> _THE DATA_
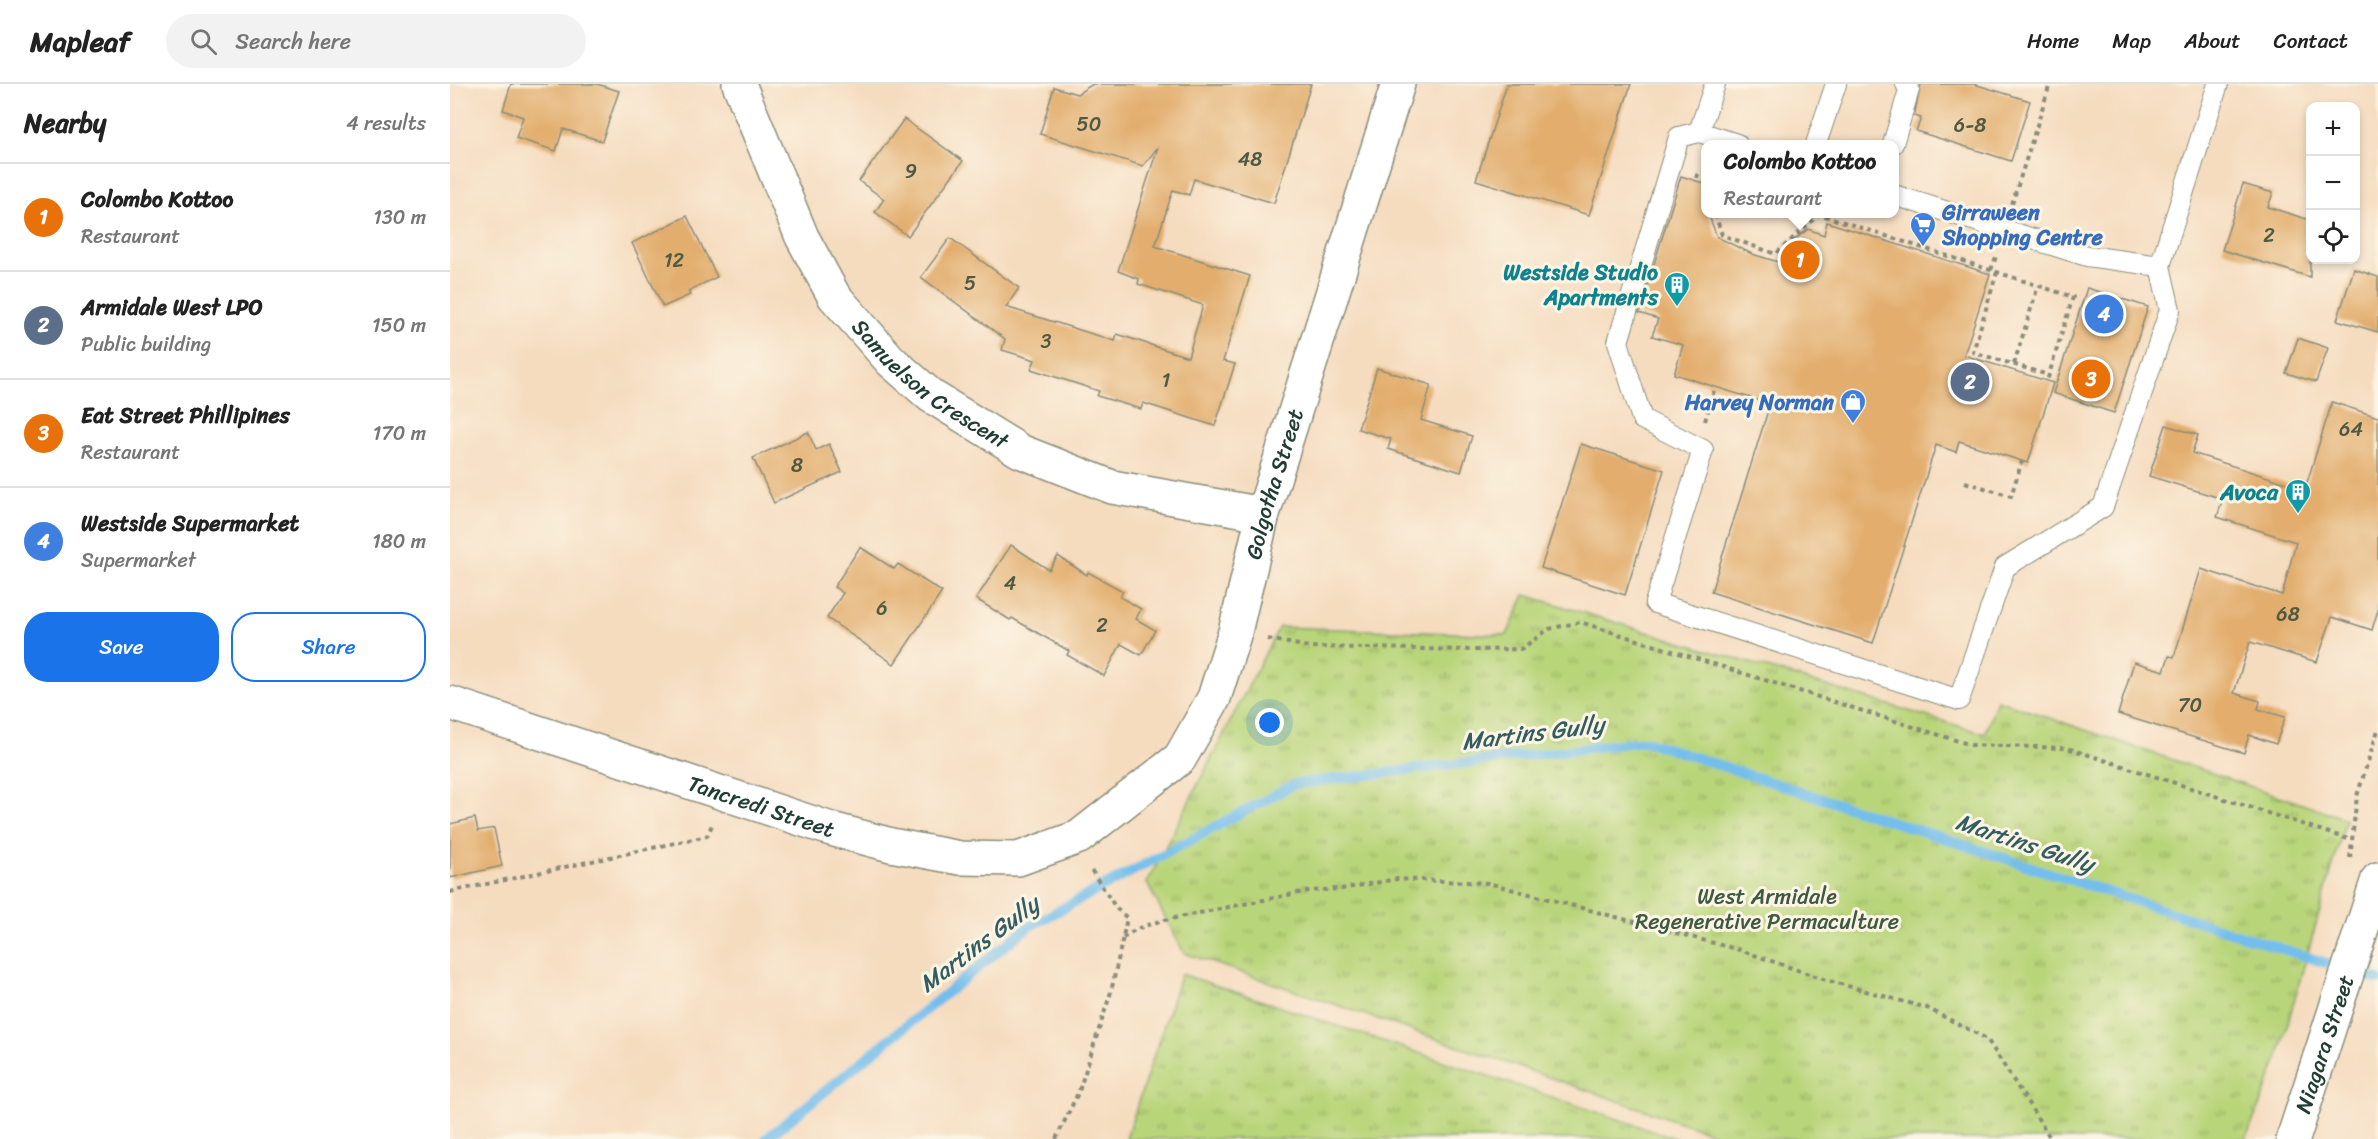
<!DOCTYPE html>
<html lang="en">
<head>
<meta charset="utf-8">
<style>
  body { margin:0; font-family:Sriracha,sans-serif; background:#f2f2f2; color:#222 }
  .controls { position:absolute; right:18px; top:18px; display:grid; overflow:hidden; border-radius:12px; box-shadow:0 3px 9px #0003 }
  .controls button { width:54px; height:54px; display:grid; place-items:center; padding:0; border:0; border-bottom:2px solid #e0e0e0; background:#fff; color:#222; font:30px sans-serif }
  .you { position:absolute; left:820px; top:639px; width:21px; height:21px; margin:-15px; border:4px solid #fff; border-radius:50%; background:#1a73e8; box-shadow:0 0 0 9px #1a73e833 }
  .badge { display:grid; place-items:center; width:39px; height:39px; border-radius:50%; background:#1a73e8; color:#fff; font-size:20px; font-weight:700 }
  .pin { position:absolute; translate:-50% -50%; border:3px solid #fff; box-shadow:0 2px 6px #0006 }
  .popup { position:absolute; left:1251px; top:56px; width:198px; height:78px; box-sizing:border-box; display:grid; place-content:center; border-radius:12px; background:#fff; filter:drop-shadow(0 2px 4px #0005); font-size:20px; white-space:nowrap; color:#767676 }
  .popup b { font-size:22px; color:#222 }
  .popup::after { content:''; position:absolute; left:50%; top:100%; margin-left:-12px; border:12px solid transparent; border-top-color:#fff }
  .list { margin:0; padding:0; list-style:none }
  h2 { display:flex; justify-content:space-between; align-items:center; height:78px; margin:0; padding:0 24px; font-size:26px }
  h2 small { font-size:20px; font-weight:400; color:#767676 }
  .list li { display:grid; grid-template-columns:39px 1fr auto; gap:18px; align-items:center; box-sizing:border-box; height:108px; padding:0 24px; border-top:2px solid #e0e0e0 }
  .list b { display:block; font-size:22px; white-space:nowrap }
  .list p { margin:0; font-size:20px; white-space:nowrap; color:#767676 }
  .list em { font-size:20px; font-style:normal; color:#767676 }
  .actions { display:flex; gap:12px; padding:18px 24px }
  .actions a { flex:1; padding:14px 0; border:2px solid #1a73e8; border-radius:24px; text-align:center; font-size:21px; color:#1a73e8 }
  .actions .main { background:#1a73e8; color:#fff }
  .icon { flex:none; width:33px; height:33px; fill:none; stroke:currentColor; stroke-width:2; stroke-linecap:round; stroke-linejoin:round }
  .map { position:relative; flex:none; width:1928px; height:1055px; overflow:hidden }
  header { display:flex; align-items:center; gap:36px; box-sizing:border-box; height:84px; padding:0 30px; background:#fff; border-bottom:2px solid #e0e0e0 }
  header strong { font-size:28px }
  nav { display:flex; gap:33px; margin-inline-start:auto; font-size:21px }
  .search { width:420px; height:54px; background:#f2f2f2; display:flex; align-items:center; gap:15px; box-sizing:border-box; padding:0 21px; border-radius:33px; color:#767676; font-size:22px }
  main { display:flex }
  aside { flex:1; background:#fff }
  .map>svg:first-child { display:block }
  .grass { fill:url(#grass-tufts); stroke:#6c8957; stroke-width:1.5 }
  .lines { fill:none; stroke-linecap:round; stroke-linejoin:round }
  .stream { stroke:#73beec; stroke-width:10 }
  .building { fill:#e2ad6d }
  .lane-casing { stroke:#8a8c7a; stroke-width:22 }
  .street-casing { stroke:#8a8c7a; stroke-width:36 }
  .secondary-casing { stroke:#8a8c7a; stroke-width:36 }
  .path { stroke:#8a8c7a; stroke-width:4; stroke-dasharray:4.5 4.5; stroke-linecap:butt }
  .lane { stroke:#fff; stroke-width:20 }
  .street { stroke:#fff; stroke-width:33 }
  .secondary { stroke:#fff; stroke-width:33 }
  .labels { text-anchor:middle; stroke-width:6; stroke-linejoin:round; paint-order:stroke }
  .number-label { font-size:20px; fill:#505942 }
  .shop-label { font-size:22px; font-weight:bold; fill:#366cbe; stroke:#fcf5e5; text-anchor:start }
  .culture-label { font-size:22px; font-weight:bold; fill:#0d838f; stroke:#fcf5e5; text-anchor:end }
  .street-label { font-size:22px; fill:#1f3d34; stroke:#fcf5e5 }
  .park-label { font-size:22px; fill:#3e5b42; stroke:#fcf5e5 }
  .water-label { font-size:24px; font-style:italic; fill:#345d62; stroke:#fcf5e5 }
</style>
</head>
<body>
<header>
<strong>Mapleaf</strong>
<div class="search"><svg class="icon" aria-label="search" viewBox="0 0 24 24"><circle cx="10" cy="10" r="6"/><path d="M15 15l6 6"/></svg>Search here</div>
<nav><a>Home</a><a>Map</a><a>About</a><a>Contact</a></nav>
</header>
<main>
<aside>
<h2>Nearby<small>4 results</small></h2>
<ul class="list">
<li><span class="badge" style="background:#e8710a">1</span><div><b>Colombo Kottoo</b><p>Restaurant</p></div><em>130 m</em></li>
<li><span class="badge" style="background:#5c6f8a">2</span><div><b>Armidale West LPO</b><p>Public building</p></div><em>150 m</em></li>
<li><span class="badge" style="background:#e8710a">3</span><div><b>Eat Street Phillipines</b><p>Restaurant</p></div><em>170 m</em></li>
<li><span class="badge" style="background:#3f7fe0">4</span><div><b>Westside Supermarket</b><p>Supermarket</p></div><em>180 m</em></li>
</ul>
<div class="actions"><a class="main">Save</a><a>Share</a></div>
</aside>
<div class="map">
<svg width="1928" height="1055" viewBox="0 0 1928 1055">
  <defs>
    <pattern id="grass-tufts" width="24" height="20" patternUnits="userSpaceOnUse" patternTransform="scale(1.5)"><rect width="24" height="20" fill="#b9d57a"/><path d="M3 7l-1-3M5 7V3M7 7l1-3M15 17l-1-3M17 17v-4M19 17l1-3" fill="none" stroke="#96ae65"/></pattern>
  </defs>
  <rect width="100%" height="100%" fill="#fcf5e5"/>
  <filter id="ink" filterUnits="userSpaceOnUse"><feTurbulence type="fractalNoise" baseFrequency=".0167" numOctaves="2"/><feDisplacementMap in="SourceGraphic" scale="12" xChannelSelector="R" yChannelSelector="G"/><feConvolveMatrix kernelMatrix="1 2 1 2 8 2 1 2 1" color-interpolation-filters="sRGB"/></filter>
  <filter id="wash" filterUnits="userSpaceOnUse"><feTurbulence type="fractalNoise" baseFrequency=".008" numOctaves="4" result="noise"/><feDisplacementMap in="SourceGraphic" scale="24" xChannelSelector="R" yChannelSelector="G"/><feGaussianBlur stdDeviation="1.35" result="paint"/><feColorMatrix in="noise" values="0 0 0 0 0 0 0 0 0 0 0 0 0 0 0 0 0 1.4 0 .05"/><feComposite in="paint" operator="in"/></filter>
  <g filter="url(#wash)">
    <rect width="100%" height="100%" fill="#f5dcbf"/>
    <g class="grass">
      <path d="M1075 511 1535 650 1547 616 1896 735 1826 980 1796 1055H1280L734 869 697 799 829 543 1057 551Z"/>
      <path d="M731 890 1228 1055H676Z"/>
    </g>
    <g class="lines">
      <path class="stream" d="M316 1055 578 843 845 700 1195 657 1928 896"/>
    </g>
    <g id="blocks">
      <g class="building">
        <path d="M61 0H147L169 7 152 57 113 45 106 67 66 54 73 33 53 26Z"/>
        <path d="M643 0H861L824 119 744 95 739 111 723 106 705 162 800 192 773 277 785 280 765 342 693 319 691 325 647 312 649 307 581 285 585 276 552 266 555 255 471 193 500 154 569 204 556 223 665 257 667 250 738 273 753 221 688 200 689 195 668 187 708 63 693 82 590 50 604 3 627 10Z"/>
        <path d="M1057 0H1181L1139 131 1026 96Z"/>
        <path d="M1471 0H1524L1580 17 1561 77 1466 47 1471 34 1464 32Z"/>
        <path d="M454 35 513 77 458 152 425 128 434 115 409 97Z"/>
        <path d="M1231 92 1256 100V129H1258L1267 153 1302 170 1335 180 1342 158 1358 145 1374 151 1377 138 1540 190 1514 271 1603 299 1578 379 1509 357 1506 368 1486 361 1423 559 1261 508 1320 320 1224 290 1233 261 1202 252 1208 235 1189 229Z"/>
        <path d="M1793 100 1823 109 1818 123 1860 136V193L1772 166Z"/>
        <path d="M237 132 267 193 238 207 240 211 213 223 182 159Z"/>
        <path d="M1904 185 1928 193V248L1887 236Z"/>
        <path d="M1637 204 1698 223 1664 329 1603 309Z"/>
        <path d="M1848 254 1878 264 1866 298 1836 289Z"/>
        <path d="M927 284 981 301 971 336 1022 352 1011 388 938 365 941 355 908 345Z"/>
        <path d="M1882 318 1928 333V526L1922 546 1882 533 1867 578 1800 558 1784 609 1810 617 1808 625 1835 633 1826 660 1799 651 1794 669 1668 630 1684 578 1714 587 1719 572 1724 573 1751 485 1832 511 1846 458 1767 433 1773 415 1699 392 1716 341 1748 351 1742 369 1855 405Z"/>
        <path d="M358 348 366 366 379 360 392 388 324 419 303 374Z"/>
        <path d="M1131 360 1214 386 1175 511 1091 484Z"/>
        <path d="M561 461 599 486 608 472 637 491 638 488 673 507 670 513 691 525 686 535 705 546 691 571 671 560 654 592 617 571 619 567 562 534 560 536 526 515Z"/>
        <path d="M410 463 444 485 448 480 492 508 444 580 377 534 393 509 384 503Z"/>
        <path d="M25 734 28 747 44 744 52 782 0 794V740Z"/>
      </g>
    </g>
  </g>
  <g filter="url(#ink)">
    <use href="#blocks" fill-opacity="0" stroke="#8a8c7a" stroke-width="1.5"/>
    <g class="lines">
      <defs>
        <g id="lane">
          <path d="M1249 48 1265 0"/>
          <path d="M1287 60 1249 48 1229 53 1168 258 1192 335 1253 366 1205 519 1509 616 1555 483 1653 423 1720 226 1710 182 1768 0"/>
          <path d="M1366 60 1386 0"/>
          <path d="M1443 60 1459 6 1456 0"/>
          <path d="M1444 111 1637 172 1710 182"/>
        </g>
        <g id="street">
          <path id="s1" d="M289 0 352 153 384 212 441 277 481 312 570 367 662 403 813 430"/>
          <path id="s2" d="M0 619 381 745 441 761 510 774 568 775 629 753 730 674 764 614 785 548 813 430 948 0"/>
        </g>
        <g id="secondary">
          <path id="s3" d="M1843 1055 1928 795"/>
        </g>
      </defs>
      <use href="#lane" class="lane-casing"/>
      <use href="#street" class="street-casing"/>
      <use href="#secondary" class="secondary-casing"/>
      <g class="path">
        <path d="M1245 91 1256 95"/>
        <path d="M1562 120 1600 0"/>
        <path d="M1265 130 1272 151 1326 170 1369 130 1623 213 1597 297"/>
        <path d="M1344 130 1356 142"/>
        <path d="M1541 186 1546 173"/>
        <path d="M1547 188 1523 268 1598 291"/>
        <path d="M1564 280 1588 202"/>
        <path d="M1255 337 1265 303"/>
        <path d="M1515 398 1561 412 1572 377"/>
        <path d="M818 555 859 563 1026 566 1071 565 1099 545 1130 538 1521 661 1617 664 1901 756"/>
        <path d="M1900 774 1907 712 1928 646"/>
        <path d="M0 808 257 752 262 741"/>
        <path d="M673 854 686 845 710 837 858 807 891 805 947 795 1038 799 1290 866 1376 896 1477 924 1537 955 1601 1055"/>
        <path d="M606 1055 629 1007 661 908 677 834 666 824 640 784"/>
      </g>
      <use href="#lane" class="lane"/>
      <use href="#street" class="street"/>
      <use href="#secondary" class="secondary"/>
    </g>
  </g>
  <defs>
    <symbol id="supermarket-pin" viewBox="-11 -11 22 30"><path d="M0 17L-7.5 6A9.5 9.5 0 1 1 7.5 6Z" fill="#3f7fe0" stroke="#fcf5e5"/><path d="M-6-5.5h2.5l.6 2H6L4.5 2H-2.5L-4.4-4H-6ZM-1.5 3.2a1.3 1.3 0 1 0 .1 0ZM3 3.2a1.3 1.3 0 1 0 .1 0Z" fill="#fff"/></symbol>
    <symbol id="building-pin" viewBox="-11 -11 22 30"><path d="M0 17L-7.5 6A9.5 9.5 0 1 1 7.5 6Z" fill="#0f9aa8" stroke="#fcf5e5"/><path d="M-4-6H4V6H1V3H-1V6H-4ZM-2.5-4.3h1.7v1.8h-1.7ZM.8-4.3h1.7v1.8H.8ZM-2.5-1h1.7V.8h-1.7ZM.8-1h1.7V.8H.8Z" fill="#fff"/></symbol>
    <symbol id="shop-pin" viewBox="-11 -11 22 30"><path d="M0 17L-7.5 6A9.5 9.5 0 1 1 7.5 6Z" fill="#3f7fe0" stroke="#fcf5e5"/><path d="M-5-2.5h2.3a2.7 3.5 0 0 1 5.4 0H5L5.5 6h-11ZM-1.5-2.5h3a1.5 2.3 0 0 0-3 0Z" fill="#fff"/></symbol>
  </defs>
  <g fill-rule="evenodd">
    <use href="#supermarket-pin" x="1458" y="126" width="30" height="40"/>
    <use href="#building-pin" x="1212" y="186" width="30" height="40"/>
    <use href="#shop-pin" x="1388" y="303" width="30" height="40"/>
    <use href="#building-pin" x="1833" y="393" width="30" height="40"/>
  </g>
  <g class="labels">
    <g class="number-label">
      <text x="639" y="47">50</text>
      <text x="1520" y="48">6-8</text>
      <text x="800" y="82">48</text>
      <text x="461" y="94">9</text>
      <text x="1819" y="158">2</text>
      <text x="224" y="183">12</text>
      <text x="520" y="206">5</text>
      <text x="596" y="264">3</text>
      <text x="716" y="303">1</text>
      <text x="1901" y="352">64</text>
      <text x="347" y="388">8</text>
      <text x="560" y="506">4</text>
      <text x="432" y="531">6</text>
      <text x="1838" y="537">68</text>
      <text x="652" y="548">2</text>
      <text x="1740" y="628">70</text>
    </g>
    <g class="shop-label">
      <text x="1492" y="136">Girraween<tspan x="1492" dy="25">Shopping Centre</tspan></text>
      <text x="1384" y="326" text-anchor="end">Harvey Norman</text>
    </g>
    <g class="culture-label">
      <text x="1208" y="196">Westside Studio<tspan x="1208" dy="25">Apartments</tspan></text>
      <text x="1828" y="416">Avoca</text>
    </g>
    <g class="street-label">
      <text dy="8" stroke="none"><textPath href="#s1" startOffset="364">Samuelson Crescent</textPath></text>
      <text dy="8" stroke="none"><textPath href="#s2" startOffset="1076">Golgotha Street</textPath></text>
      <text dy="8" stroke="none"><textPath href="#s2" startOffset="328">Tancredi Street</textPath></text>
      <text dy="8" stroke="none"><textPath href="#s3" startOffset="100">Niagara Street</textPath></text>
    </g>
    <g class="park-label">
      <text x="1317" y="820">West Armidale<tspan x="1317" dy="25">Regenerative Permaculture</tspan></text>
    </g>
    <g class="water-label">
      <text transform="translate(1083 649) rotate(-7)" y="8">Martins Gully</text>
      <text transform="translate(1575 759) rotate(18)" y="8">Martins Gully</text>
      <text transform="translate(529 860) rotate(-37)" y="8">Martins Gully</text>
    </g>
  </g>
</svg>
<div class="controls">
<button>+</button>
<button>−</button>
<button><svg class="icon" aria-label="locate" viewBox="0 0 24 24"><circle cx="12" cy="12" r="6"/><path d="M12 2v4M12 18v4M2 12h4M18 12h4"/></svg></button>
</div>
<div class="you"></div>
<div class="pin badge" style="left:1350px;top:176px;background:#e8710a">1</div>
<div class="popup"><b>Colombo Kottoo</b>Restaurant</div>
<div class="pin badge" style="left:1520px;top:298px;background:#5c6f8a">2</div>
<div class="pin badge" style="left:1641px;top:295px;background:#e8710a">3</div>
<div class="pin badge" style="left:1654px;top:230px;background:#3f7fe0">4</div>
</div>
</main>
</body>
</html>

> _TASK GOAL_
Copy each line of the entries that includes the word "baseFrequency".

> _ANSWER TO THE EXERCISE_
  <filter id="ink" filterUnits="userSpaceOnUse"><feTurbulence type="fractalNoise" baseFrequency=".0167" numOctaves="2"/><feDisplacementMap in="SourceGraphic" scale="12" xChannelSelector="R" yChannelSelector="G"/><feConvolveMatrix kernelMatrix="1 2 1 2 8 2 1 2 1" color-interpolation-filters="sRGB"/></filter>
  <filter id="wash" filterUnits="userSpaceOnUse"><feTurbulence type="fractalNoise" baseFrequency=".008" numOctaves="4" result="noise"/><feDisplacementMap in="SourceGraphic" scale="24" xChannelSelector="R" yChannelSelector="G"/><feGaussianBlur stdDeviation="1.35" result="paint"/><feColorMatrix in="noise" values="0 0 0 0 0 0 0 0 0 0 0 0 0 0 0 0 0 1.4 0 .05"/><feComposite in="paint" operator="in"/></filter>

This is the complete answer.